O mundo estava louco. Um caos. Natacha sofria de depressão. Mas para os outros isso era frescura. Para chamar atenção. Alguns até tinham a coragem de dizer que era falta de homem, ou de uma louça para lavar. Natacha sofria de depressão. E todo dia para sair do quarto. De casa, era uma luta. Os poucos sorrisos que esboçava eram mais falso que nota de três reais. E ninguém percebia. E os poucos que sabiam, diziam que era algo passageiro. Coisa de momento. A nova moda entre os jovens. Natacha sofria de depressão. E tudo o que queria era um abraço, uma palavra de carinho, um gesto que demonstrasse que ela não estava sozinha. Mas tudo o que vinham eram criticas, repúdios, broncas. Era tachada de metida. Antissocial. Porque não foi naquela festa. Porque não deu moral para o garoto novo da faculdade.

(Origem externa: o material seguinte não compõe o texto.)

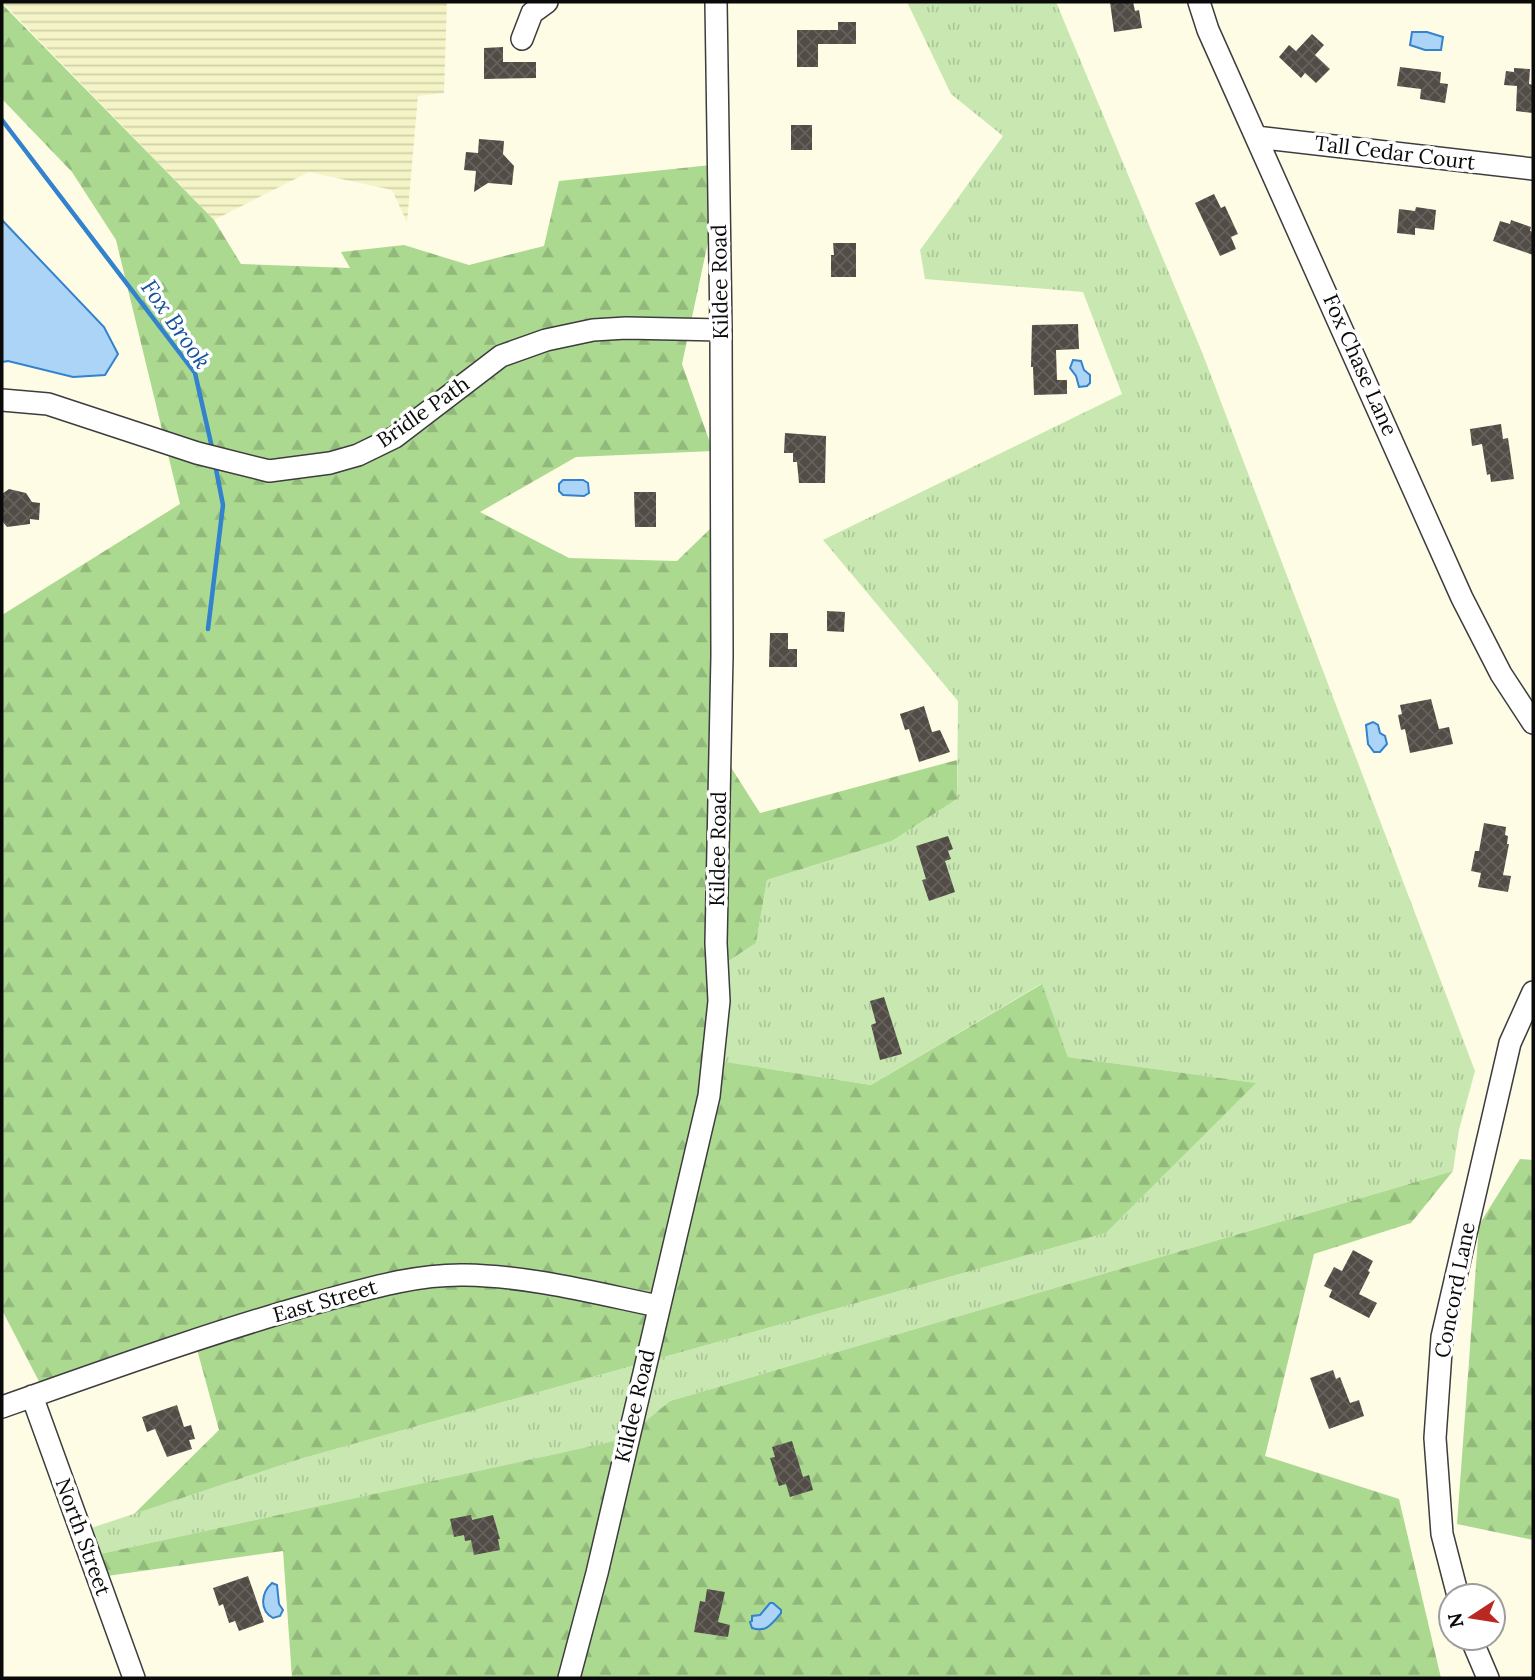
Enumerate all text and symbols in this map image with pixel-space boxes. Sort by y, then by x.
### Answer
street label: Tall Cedar Court [1313,129,1478,176]
street label: Kildee Road [705,224,734,340]
water label: Fox Brook [135,273,218,374]
street label: Fox Chase Lane [1317,290,1404,440]
street label: Bridle Path [371,370,474,453]
street label: Kildee Road [703,791,732,907]
street label: Concord Lane [1428,1220,1481,1360]
street label: East Street [270,1273,381,1328]
street label: Kildee Road [608,1347,661,1465]
street label: North Street [50,1474,118,1600]
north arrow [1437,1582,1507,1652]
text: N [1442,1611,1469,1630]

Porque não foi dar um olá para as amigas da mãe. Ficou trancafiada no quarto, não fazendo nada. Era a decepção da família. Não tinha amigos. Natacha sofria de depressão. Mas ninguém acreditava. Afinal, quem é triste e tem depressão não posta foto no Instragram, e nem tem conta no Facebook. Natacha sofria de depressão. Mas não tinha apoio, e no fim do túnel nunca via uma luz, uma solução. E toda noite antes de dormir, cortava os pulsos, para amenizar as dores da alma. Natacha sofria de depressão. E uma noite decidiu não ser mais um fardo. Colocou Chop Suey para tocar no modo repeat e sentou no peitoril da janela. Não deixaria uma carta, afinal ninguém precisava saber o porquê de sua decisão. Natacha pulou da janela do 6º andar. Natacha tinha só 22 anos, quando decidiu se matar. Natacha virou só mais uma na pesquisa de suicidas jovem. Uma estatística. Um estudo de caso para um psicólogo renomado. Natacha tinha depressão. E ninguém se importou. Foi mais uma suicida, uma manchete no jornal e não passou disso. O mundo continuou louco. Um caos.